Reseña a “Los paisajes de la crisis…” de Rafael Farías. Por Ashle Ozuljevic

“Un recorrido geográfico que se mueve en claves de sensibilidad no-humana atraviesa el espacio sugiriendo un trance cerebral, dando la sensación de un enorme tejido acuoso repleto de terminales nerviosas. Un ‘sueño infinito’ en el que los paisajes se agitan, cobrando movilidad y una autonomía violenta, voluminosa, arrebatadora.”

El primer terremoto registrado en Chile ocurrió en la ciudad que actualmente conocemos como Caldera, en 1420, antes de que Europa conociera y saqueara América. Entre ese y el fin del siglo XX, el conteo llega a 88 sismos superiores a los 6,6 grados Richter.

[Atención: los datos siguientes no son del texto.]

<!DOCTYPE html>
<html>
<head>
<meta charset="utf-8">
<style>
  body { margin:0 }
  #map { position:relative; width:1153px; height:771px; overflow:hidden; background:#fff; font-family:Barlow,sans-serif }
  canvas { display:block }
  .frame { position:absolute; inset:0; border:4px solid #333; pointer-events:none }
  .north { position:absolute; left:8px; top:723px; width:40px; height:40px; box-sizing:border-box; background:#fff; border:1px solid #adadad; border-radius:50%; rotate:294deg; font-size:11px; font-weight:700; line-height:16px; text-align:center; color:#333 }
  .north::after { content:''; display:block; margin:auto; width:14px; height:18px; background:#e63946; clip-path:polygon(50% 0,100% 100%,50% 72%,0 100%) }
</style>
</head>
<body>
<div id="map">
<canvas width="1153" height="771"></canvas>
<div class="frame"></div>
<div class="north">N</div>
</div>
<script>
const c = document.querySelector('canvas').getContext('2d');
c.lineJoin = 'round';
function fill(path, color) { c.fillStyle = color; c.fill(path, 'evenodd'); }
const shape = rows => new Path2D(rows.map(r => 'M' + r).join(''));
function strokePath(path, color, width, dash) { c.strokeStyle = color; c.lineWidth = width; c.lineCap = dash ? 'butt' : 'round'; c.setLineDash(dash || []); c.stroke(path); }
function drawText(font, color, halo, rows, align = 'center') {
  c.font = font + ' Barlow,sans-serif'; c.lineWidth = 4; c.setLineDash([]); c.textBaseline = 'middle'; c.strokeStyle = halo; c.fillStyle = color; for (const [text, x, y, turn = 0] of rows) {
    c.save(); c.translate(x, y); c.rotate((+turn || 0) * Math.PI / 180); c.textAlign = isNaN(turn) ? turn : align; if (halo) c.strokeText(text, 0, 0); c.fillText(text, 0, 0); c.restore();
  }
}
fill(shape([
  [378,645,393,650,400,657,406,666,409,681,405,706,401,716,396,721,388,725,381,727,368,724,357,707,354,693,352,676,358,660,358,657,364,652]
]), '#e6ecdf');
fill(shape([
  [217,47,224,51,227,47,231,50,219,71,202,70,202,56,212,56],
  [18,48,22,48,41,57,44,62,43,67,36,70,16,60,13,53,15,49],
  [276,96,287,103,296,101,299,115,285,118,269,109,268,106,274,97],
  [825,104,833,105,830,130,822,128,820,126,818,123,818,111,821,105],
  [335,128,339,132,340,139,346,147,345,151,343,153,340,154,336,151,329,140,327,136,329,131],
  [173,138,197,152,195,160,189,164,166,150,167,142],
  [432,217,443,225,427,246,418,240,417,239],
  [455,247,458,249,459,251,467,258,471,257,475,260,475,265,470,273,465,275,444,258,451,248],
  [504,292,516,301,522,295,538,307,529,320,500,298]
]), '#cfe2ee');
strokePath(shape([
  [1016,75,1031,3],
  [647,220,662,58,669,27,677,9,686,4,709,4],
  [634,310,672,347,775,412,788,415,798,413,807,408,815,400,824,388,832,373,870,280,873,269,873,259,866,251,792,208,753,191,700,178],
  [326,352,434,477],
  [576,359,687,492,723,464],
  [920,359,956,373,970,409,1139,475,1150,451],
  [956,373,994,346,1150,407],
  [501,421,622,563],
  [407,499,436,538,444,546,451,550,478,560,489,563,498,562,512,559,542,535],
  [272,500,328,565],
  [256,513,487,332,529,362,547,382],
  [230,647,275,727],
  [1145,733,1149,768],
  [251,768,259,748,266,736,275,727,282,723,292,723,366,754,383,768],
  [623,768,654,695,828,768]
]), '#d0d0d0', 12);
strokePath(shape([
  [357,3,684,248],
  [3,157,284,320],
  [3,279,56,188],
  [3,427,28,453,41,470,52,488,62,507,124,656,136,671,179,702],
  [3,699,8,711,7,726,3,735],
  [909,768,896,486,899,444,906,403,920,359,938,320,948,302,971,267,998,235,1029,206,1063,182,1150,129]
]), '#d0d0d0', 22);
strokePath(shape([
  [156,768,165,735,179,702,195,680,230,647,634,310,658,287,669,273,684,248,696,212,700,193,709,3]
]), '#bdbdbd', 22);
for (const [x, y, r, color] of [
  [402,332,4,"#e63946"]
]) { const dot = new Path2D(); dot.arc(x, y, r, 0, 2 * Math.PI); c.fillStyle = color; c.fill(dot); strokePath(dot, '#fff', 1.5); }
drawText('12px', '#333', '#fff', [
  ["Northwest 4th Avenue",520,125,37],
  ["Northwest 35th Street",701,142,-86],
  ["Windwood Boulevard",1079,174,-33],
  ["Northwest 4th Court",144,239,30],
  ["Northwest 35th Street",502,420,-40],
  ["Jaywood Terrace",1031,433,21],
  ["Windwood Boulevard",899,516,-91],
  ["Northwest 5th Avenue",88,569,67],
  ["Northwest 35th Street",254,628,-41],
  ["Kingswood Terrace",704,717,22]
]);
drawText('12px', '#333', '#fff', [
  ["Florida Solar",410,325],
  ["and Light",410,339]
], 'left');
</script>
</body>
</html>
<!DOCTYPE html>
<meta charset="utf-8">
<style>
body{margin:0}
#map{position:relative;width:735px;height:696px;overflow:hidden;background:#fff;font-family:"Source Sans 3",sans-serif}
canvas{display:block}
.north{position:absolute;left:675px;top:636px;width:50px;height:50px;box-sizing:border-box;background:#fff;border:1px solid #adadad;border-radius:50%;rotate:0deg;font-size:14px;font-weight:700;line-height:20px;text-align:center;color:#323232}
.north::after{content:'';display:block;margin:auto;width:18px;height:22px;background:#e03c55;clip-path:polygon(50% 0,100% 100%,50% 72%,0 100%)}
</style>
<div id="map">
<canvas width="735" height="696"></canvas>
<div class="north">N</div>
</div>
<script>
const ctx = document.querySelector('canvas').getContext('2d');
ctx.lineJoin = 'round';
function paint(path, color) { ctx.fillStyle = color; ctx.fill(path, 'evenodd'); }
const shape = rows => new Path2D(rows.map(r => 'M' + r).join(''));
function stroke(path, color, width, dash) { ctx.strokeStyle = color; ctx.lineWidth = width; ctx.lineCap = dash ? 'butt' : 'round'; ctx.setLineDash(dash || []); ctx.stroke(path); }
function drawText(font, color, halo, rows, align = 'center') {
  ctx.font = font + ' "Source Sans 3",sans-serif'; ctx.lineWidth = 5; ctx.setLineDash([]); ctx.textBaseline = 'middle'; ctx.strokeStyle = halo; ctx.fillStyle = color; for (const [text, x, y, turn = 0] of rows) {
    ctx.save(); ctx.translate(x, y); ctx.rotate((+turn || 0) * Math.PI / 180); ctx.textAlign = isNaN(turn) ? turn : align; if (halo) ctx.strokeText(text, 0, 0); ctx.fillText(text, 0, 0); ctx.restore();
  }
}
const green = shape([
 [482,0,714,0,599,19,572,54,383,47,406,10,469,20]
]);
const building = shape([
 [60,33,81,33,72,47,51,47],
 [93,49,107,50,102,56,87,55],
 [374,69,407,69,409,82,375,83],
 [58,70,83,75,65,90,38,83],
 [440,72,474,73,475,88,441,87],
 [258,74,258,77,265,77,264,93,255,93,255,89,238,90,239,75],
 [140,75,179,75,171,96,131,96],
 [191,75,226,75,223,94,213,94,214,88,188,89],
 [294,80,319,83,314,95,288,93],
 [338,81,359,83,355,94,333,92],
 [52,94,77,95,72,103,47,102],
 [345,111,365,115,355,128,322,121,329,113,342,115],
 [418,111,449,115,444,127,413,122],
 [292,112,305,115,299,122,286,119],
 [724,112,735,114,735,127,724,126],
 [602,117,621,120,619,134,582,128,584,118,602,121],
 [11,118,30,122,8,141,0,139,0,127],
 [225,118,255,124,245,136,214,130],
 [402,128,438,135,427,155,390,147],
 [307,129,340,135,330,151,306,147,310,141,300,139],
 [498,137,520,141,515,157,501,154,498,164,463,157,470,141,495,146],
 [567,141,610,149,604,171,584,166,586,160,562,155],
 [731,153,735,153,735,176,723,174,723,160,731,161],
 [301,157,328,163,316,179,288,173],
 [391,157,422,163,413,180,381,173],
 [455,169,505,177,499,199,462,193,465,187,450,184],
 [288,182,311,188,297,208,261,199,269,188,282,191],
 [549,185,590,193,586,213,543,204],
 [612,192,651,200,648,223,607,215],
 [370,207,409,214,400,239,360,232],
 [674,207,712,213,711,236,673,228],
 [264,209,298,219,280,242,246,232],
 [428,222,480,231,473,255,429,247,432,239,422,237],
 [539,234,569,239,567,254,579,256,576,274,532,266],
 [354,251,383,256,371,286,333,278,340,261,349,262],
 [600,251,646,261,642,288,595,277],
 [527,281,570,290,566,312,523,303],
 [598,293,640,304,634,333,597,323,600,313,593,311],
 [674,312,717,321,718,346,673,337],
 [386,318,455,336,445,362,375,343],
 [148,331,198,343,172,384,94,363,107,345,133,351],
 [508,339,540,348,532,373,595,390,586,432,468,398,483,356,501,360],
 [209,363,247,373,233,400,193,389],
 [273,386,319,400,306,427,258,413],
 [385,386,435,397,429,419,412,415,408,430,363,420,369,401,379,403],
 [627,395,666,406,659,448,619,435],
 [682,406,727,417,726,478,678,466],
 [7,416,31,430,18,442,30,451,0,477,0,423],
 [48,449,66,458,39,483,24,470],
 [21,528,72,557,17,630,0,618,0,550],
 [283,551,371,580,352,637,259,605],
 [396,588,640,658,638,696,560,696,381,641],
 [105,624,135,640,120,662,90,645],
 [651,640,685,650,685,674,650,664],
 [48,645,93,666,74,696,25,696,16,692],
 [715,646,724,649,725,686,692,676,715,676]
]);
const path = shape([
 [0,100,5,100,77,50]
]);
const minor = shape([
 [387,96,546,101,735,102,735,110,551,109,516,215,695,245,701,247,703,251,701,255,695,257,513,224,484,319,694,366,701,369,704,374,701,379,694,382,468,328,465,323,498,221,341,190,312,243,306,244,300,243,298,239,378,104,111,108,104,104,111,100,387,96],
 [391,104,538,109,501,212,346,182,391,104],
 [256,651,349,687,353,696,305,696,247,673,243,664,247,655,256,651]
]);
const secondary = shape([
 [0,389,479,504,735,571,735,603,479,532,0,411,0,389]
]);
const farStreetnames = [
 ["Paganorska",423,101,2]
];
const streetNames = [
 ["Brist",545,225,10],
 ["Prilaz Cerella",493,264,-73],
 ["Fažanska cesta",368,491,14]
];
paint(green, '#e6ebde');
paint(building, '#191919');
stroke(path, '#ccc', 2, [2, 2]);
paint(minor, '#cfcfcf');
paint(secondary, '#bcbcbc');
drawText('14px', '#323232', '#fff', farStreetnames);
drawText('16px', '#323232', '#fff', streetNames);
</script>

A su vez, durante los 22 años transcurridos del siglo XXI, se han registrado 29 movimientos telúricos de nivel importante o grave, lo que permite establecer una proporción de 1.3 terremotos por año. 

Además de la convergencia de placas tectónicas, crisis adquiridas por nuestra ubicación geográfica, en las últimas décadas registramos un golpe de Estado, 17 años de dictadura, 32 de democracia postraumática y una serie de manifestaciones masivas reunidas bajo el nombre de Estallido social, con un saldo de 211 personas detenidas, alrededor de 8.000 víctimas de violencia de Estado y más de 400 individuxs con daño ocular a causa de perdigones disparados por la policía chilena durante los conflictos de 2019[1]. Crisis puede ser todo lo nuestro, y no tenemos escalas para medir cada una de las que nos azotan.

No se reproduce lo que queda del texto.